#### Entries shown ####

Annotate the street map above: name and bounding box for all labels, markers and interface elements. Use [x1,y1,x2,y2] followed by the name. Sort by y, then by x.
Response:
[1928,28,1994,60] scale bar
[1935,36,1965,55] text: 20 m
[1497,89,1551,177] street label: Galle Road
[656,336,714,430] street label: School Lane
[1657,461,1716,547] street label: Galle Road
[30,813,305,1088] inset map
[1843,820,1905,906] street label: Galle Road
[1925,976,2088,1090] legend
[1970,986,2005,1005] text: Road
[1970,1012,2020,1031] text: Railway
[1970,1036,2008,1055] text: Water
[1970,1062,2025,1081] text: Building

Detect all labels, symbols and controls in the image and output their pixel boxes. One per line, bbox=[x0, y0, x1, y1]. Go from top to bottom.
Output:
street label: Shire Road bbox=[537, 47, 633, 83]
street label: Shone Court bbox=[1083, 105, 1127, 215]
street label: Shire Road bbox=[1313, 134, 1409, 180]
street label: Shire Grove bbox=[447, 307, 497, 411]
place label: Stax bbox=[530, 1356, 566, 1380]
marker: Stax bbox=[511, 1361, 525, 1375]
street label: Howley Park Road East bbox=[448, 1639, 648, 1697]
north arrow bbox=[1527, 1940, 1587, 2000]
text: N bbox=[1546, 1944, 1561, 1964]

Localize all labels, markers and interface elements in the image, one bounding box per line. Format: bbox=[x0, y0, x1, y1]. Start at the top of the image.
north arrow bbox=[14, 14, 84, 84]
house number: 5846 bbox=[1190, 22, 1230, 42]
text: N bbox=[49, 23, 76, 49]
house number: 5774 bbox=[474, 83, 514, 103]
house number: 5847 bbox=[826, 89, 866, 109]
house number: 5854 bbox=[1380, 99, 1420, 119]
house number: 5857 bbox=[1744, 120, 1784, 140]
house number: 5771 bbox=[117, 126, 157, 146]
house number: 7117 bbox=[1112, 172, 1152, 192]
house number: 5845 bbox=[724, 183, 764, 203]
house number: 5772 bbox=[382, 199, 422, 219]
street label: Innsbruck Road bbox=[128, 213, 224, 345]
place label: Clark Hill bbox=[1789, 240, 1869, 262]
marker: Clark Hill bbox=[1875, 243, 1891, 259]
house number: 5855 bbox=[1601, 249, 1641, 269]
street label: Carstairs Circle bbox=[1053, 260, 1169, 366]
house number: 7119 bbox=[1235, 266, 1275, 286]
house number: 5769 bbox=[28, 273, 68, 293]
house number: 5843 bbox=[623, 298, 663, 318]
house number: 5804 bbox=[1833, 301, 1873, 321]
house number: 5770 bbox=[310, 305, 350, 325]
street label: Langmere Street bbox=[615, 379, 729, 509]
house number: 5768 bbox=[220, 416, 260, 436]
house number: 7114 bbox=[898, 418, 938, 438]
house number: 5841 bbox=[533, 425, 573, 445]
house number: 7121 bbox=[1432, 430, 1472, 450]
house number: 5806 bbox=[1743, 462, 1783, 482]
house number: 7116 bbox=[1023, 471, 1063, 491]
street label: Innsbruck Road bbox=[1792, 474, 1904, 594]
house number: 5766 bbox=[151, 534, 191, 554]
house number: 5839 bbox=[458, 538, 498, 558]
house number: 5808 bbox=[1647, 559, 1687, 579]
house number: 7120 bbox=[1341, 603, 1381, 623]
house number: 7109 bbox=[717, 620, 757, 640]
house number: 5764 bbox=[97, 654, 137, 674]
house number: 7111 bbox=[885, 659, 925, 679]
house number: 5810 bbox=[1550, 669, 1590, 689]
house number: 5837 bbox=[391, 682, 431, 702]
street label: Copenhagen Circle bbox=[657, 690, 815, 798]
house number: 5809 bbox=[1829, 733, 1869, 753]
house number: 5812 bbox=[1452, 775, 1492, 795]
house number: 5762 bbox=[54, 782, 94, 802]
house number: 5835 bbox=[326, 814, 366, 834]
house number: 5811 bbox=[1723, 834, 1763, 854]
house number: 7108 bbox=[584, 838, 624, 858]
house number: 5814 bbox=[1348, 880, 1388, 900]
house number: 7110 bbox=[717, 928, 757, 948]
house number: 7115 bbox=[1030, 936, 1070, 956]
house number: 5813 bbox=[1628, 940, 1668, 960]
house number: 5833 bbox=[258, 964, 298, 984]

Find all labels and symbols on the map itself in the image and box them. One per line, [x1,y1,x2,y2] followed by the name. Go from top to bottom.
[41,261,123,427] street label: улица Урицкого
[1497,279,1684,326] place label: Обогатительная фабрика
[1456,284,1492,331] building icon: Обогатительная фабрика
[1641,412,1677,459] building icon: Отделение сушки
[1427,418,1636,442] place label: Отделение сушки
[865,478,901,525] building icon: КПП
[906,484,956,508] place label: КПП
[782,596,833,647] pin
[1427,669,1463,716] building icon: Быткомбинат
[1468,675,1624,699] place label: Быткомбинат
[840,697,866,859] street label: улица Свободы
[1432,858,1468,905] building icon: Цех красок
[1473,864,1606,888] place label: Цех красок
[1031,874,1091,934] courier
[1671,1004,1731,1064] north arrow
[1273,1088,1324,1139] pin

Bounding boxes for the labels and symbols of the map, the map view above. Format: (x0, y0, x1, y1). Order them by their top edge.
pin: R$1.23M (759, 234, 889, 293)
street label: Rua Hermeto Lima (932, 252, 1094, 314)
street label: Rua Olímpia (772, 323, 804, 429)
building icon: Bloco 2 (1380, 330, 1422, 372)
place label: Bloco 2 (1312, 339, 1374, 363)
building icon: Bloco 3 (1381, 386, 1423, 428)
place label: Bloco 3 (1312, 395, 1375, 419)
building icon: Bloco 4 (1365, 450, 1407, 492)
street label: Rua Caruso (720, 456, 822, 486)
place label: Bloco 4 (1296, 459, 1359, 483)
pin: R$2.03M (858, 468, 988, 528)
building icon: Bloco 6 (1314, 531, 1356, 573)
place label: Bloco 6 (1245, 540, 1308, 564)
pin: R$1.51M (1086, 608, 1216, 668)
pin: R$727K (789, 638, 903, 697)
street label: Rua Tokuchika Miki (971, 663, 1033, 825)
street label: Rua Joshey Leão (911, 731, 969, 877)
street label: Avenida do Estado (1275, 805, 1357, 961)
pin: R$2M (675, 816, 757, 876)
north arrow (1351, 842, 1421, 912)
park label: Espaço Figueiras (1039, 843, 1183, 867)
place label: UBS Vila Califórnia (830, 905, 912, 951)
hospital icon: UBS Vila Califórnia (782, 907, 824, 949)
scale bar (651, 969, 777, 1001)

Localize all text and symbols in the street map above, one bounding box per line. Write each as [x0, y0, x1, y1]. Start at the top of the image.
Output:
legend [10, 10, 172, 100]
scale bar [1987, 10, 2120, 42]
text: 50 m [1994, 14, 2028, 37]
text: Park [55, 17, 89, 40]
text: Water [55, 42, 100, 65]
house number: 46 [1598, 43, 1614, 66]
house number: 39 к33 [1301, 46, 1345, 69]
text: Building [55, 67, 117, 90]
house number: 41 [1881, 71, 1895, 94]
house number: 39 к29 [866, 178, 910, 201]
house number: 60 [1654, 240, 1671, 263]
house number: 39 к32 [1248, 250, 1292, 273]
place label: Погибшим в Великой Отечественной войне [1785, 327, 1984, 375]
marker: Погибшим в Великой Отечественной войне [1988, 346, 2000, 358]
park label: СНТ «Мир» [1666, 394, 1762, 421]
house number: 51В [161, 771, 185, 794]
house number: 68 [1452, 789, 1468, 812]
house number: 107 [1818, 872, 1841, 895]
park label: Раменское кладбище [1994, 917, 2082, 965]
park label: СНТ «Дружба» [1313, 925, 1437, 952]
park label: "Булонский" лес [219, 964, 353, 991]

####

### Task description
Lines with "icon" in them are what the answer must contain; copy each from the records above.

### Solved problem
[1456,284,1492,331] building icon: Обогатительная фабрика
[1641,412,1677,459] building icon: Отделение сушки
[865,478,901,525] building icon: КПП
[1427,669,1463,716] building icon: Быткомбинат
[1432,858,1468,905] building icon: Цех красок
building icon: Bloco 2 (1380, 330, 1422, 372)
building icon: Bloco 3 (1381, 386, 1423, 428)
building icon: Bloco 4 (1365, 450, 1407, 492)
building icon: Bloco 6 (1314, 531, 1356, 573)
hospital icon: UBS Vila Califórnia (782, 907, 824, 949)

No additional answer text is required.